New Trends in Parents and Grandparents
According to a recently released Pew Research study (At Grandmother’s House We Stay), one-in-ten children are now living with a grandparent.
In most cases (71%), grandchildren living with a grandparent are actually living in the grandparent’s household. This share rises to 94% among those children who are also being cared for primarily by a grandparent.
We see this in the supermarket, at the bus stop, and yes – our churches. This can impact our worship and our education programs, as well as how we support those who are parenting their children’s children, sometimes as the child’s sole caregiver, and sometimes as a partner with the child’s parent. In the parenting class you may offer, are they also welcoming and inclusive of grandparents?
- Some 7 million grandparents are living with a grandchild—an increase of 22% from 2000, when fewer than 6 million grandparents were living with a grandchild.
- Among co-resident grandparents, roughly four-in-ten (39%) are also serving as the primary caregiver to a grandchild in the household.
- Most (55%) of these grandparent caregivers have had this responsibility for three years or more. This is particularly common among black grandparent caregivers—61% have cared for a grandchild for at least three years.
Family Life in America
Family life is changing in the United States, especially among low-income households. One hundred years ago it was typical for three generations to live together under one roof. The dynamics were different however, as many had adults (usually mom or grandma) at home during the day, providing care as well as the passing on of tradition from one generation to the next. Today, both parents and grandparents are probably working outside of the home in addition to raising children alongside “boomer-rangs” – those adults who have had to come back home to live for financial reasons.

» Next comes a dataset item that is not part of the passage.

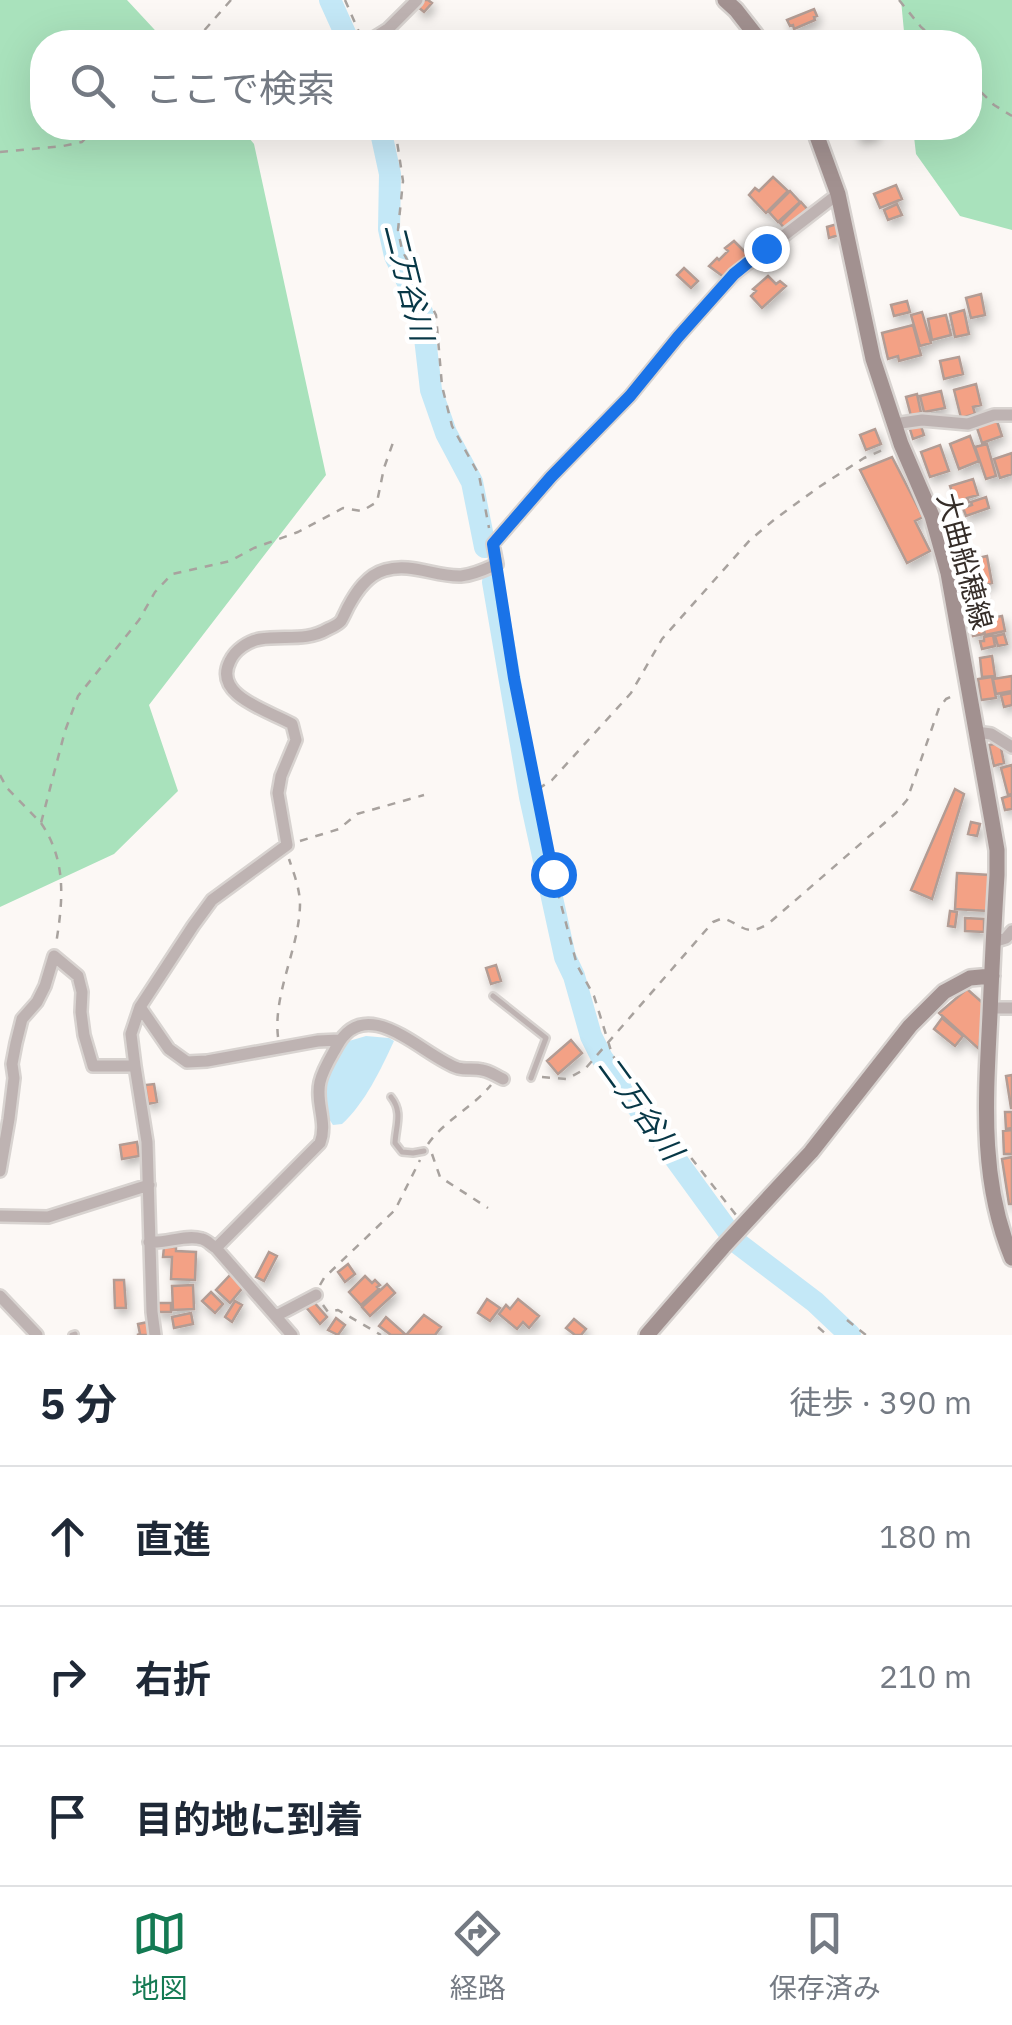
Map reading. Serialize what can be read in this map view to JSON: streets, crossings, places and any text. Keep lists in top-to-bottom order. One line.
{"streets":{"main road":["大曲船穂線"]},"water":["二万谷川"],"page":{"search":"ここで検索","heading":["5 分","徒歩 · 390 m"],"list":[["直進","180 m"],["右折","210 m"],"目的地に到着"],"nav":["地図","経路","保存済み"]}}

A recent Pew Research Center analysis identifies recent increases in the share of young adults living in their parents’ homes, due in part to declines in employment, increases in college enrollment and postponement of marriage. Some of these young adults are avoiding moving away from home altogether, and some are “boomerang kids” who have returned to their childhood homes during the economic hard times of recent years. Pew Research has also documented general increases in multi-generational households anddeclines in fertility that accelerated after the onset of the recession. Other researchers have pointed to increases in cohabitation that have occurred in recent years as well.
Implications for Churches
How do these changes in the demographics of our society effect our children? our adults? How might our churches provide assistance, physically and spiritually?